ASIAWORLDVIEW – Pepe Coin telah mengalami pelepasan paus besar-besaran yang melibatkan 150 miliar token. Harga PEPE telah mengalami aksi jual lebih lanjut, dengan kemungkinan perpanjangan penarikan. Pasar kripto yang lebih luas sedang turun, dengan ekspektasi akan segera pulih
Sentimen negatif dalam ekosistem mata uang digital akhirnya tercermin di pasar Pepe Coin. Menurut pembaruan Lookonchain, salah satu paus memecoin telah memulai aksi jual besar-besaran. Aksi jual ini semakin memperparah prospek bearish token tersebut, yang semakin meredam prospek memecoin.

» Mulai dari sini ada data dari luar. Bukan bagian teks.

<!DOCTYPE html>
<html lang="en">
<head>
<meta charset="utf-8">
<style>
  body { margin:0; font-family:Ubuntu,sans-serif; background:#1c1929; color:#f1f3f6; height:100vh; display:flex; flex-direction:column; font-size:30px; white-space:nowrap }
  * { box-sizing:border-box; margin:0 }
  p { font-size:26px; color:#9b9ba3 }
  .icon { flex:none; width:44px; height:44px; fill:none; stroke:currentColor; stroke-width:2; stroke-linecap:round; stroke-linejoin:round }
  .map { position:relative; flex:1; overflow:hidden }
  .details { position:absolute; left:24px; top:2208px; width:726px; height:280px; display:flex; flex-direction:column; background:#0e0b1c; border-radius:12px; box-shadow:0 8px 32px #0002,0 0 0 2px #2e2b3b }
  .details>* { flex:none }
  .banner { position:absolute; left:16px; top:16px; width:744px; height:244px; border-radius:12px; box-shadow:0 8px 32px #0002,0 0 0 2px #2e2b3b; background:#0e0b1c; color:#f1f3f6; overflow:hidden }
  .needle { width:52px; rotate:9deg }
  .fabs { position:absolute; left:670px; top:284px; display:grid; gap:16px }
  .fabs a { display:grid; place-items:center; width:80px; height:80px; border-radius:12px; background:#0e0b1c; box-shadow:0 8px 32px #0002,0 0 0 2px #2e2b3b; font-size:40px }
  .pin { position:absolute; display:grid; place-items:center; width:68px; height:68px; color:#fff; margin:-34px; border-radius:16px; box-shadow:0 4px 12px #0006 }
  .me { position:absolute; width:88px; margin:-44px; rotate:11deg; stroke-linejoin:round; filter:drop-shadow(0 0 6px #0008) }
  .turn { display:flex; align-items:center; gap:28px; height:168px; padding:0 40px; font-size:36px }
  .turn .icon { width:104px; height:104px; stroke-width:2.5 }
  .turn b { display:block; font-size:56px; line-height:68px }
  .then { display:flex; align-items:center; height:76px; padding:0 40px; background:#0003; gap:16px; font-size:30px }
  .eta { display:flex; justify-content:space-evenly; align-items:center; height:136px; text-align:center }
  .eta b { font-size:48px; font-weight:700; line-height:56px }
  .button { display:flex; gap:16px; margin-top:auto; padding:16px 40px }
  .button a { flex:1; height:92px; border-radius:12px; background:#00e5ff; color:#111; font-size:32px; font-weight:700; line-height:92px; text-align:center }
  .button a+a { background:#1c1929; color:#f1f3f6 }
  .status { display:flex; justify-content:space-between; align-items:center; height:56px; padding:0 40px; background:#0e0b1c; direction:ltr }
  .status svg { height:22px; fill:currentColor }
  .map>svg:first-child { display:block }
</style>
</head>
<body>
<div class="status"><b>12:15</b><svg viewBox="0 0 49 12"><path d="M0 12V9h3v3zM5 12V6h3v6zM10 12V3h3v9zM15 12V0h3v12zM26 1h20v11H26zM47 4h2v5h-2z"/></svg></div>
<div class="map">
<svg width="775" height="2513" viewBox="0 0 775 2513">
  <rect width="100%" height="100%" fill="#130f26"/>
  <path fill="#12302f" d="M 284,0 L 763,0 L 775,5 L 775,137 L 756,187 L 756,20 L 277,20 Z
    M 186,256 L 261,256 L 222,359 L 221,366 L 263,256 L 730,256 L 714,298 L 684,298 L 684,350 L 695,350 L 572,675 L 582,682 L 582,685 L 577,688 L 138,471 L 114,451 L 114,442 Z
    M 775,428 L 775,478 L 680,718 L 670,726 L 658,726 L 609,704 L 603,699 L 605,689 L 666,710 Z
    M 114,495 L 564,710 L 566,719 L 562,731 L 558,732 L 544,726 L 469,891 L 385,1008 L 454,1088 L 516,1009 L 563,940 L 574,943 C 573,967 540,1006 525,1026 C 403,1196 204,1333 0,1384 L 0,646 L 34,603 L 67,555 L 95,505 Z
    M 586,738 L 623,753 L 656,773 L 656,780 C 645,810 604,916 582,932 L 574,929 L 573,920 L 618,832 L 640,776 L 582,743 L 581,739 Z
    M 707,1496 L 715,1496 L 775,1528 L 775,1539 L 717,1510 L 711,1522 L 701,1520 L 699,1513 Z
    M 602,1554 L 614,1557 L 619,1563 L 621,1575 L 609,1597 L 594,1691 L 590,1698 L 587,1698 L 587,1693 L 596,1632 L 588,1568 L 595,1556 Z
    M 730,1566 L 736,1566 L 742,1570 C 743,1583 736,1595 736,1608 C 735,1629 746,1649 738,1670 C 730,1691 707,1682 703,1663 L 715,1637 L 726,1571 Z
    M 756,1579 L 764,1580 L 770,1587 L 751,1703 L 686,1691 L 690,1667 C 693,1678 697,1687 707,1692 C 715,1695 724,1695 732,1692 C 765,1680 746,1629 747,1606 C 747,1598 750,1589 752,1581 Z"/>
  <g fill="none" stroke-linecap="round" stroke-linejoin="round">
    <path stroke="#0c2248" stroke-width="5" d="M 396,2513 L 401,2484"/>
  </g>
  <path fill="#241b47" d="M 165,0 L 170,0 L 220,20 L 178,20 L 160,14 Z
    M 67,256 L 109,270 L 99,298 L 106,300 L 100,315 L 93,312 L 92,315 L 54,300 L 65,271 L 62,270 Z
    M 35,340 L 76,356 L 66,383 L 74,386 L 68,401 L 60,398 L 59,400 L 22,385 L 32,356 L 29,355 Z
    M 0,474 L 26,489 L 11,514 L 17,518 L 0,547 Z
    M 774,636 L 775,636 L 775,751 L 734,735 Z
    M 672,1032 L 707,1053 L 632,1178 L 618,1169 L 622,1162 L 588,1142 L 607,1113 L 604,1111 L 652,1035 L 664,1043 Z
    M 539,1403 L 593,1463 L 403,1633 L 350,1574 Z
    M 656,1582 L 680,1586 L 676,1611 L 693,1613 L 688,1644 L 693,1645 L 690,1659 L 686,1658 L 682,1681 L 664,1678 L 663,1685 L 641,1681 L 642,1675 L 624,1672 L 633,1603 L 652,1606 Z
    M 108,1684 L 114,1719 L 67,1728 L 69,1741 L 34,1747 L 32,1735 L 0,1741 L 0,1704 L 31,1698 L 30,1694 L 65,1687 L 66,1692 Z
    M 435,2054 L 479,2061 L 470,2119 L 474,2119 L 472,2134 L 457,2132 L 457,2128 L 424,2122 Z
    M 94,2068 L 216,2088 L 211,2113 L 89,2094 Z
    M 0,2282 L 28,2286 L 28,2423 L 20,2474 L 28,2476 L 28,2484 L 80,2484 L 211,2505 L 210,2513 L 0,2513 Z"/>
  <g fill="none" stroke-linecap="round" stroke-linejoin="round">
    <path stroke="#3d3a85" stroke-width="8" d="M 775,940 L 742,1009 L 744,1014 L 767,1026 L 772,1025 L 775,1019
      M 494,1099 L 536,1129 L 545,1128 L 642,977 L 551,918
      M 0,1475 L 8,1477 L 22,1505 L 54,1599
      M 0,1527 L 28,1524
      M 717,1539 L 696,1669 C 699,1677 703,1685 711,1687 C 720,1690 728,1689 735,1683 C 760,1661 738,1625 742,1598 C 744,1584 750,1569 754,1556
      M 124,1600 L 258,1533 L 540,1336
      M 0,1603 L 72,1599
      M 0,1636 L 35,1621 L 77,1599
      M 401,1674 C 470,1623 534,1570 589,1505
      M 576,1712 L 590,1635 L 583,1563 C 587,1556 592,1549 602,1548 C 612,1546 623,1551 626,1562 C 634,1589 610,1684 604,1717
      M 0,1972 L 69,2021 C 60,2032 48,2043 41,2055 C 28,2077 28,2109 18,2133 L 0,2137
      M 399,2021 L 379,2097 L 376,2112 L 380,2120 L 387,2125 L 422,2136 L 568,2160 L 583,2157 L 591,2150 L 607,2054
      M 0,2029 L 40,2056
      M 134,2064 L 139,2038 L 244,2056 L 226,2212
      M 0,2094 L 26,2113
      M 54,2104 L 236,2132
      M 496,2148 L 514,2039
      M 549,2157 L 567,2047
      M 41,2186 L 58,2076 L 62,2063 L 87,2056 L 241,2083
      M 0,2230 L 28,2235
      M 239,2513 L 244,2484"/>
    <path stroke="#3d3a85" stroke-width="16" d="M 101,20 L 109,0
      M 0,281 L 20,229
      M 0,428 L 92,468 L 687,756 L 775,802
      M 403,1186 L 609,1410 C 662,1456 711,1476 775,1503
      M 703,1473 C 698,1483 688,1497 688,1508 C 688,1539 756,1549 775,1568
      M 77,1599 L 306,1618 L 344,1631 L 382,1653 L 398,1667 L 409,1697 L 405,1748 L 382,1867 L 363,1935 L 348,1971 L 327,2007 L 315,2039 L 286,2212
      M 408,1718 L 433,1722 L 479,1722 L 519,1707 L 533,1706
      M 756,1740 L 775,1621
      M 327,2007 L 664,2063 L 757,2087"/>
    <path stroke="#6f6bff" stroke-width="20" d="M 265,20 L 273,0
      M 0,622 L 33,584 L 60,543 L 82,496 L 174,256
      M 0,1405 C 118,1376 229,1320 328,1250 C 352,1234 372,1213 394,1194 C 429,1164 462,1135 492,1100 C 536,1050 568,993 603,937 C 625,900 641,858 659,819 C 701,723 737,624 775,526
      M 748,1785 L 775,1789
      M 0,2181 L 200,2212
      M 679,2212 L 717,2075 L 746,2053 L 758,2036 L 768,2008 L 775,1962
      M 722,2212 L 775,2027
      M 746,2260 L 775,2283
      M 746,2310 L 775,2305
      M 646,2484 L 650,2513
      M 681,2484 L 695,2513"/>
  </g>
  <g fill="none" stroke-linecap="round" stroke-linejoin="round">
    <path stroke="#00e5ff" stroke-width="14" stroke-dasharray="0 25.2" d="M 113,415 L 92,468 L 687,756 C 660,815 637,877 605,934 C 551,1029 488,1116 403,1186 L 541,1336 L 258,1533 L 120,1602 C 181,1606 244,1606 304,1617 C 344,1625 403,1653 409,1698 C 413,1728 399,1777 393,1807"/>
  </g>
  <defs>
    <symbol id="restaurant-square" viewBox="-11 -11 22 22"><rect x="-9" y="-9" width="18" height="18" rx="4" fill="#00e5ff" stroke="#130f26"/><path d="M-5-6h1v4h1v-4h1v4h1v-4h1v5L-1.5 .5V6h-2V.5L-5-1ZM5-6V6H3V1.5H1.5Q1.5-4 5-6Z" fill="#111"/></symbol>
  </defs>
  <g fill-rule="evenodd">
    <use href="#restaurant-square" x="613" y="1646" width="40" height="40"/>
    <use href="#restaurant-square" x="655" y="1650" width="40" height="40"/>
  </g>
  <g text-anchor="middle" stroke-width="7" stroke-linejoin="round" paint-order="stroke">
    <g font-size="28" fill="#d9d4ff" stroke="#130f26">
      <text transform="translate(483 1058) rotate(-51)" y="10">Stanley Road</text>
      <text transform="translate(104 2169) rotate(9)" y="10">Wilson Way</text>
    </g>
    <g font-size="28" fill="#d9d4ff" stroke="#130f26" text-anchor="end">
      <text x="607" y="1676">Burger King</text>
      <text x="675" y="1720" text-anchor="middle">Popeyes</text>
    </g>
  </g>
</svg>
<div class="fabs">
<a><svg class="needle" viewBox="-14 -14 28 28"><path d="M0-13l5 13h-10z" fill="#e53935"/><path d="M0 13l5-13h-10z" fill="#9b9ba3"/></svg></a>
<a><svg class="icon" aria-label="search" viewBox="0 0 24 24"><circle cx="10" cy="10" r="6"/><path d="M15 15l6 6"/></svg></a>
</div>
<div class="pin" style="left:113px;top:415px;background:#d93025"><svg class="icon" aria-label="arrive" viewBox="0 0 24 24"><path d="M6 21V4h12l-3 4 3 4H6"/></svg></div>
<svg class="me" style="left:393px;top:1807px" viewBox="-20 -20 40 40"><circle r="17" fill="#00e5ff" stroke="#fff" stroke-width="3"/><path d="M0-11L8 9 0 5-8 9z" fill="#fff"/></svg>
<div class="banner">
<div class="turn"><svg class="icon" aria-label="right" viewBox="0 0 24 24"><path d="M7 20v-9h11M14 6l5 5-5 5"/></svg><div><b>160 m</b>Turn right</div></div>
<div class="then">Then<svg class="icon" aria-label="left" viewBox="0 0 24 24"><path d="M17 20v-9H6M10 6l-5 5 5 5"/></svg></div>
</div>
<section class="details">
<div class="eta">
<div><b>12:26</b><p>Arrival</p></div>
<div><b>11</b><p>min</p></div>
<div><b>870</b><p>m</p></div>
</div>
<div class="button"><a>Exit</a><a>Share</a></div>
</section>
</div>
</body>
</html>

Berdasarkan pembaruan Lookonchain di X, PEPE OG menjual 150.000.000.000 token senilai lebih dari $ 1,14 juta pada awal perdagangan. Platform analitik mencatat bahwa OG ini memasuki pasar PEPE lebih awal. Paus ini dilaporkan hanya menghabiskan USD2.184 untuk membeli 1,5 triliun PEPE, senilai lebih dari USD43 juta pada puncaknya.
Baca Juga: Harga Koin Pepe Melonjak karena Saldo Bursa Turun
Paus ini telah menjual 1,02 triliun PEPE sejauh ini dengan harga USD6,66 juta. Catatan Onchain menunjukkan bahwa ia masih memiliki 493 miliar PEPE dari simpanan aslinya. Sisa ini bernilai USD3,64 juta, mewakili total keuntungan sebesar USD10,3 juta atau 4.718x lipat.
Paus yang menjual aset biasanya bukan merupakan mosi tidak percaya terhadap mata uang digital. Aksi jual ini tidak jarang terjadi pada memecoin, dan untuk PEPE, hal ini dapat mengurangi prospek negatif token.
Akumulasi PEPE senilai USD500 miliar oleh seekor ikan paus, sebuah langkah yang diharapkan banyak orang dapat mendorong harga naik. Namun, yang terjadi justru sebaliknya karena harga Pepe Coin saat ini diperdagangkan seharga usd0,0000073, turun 5,57% dalam 24 jam terakhir.
Terlepas dari penurunan pasar yang lebih luas, PEPE telah menjadi salah satu pecundang terbesar secara keseluruhan. Berdasarkan pengaturan saat ini, token bergerak dari level tertinggi 24 jam di $ 0.00000787 ke harga saat ini. Meskipun token telah mempertahankan pertumbuhan marjinal sebesar 0,54% dalam 7 hari terakhir, token ini telah mencatat penurunan 62% secara Year-to-Date (YTD).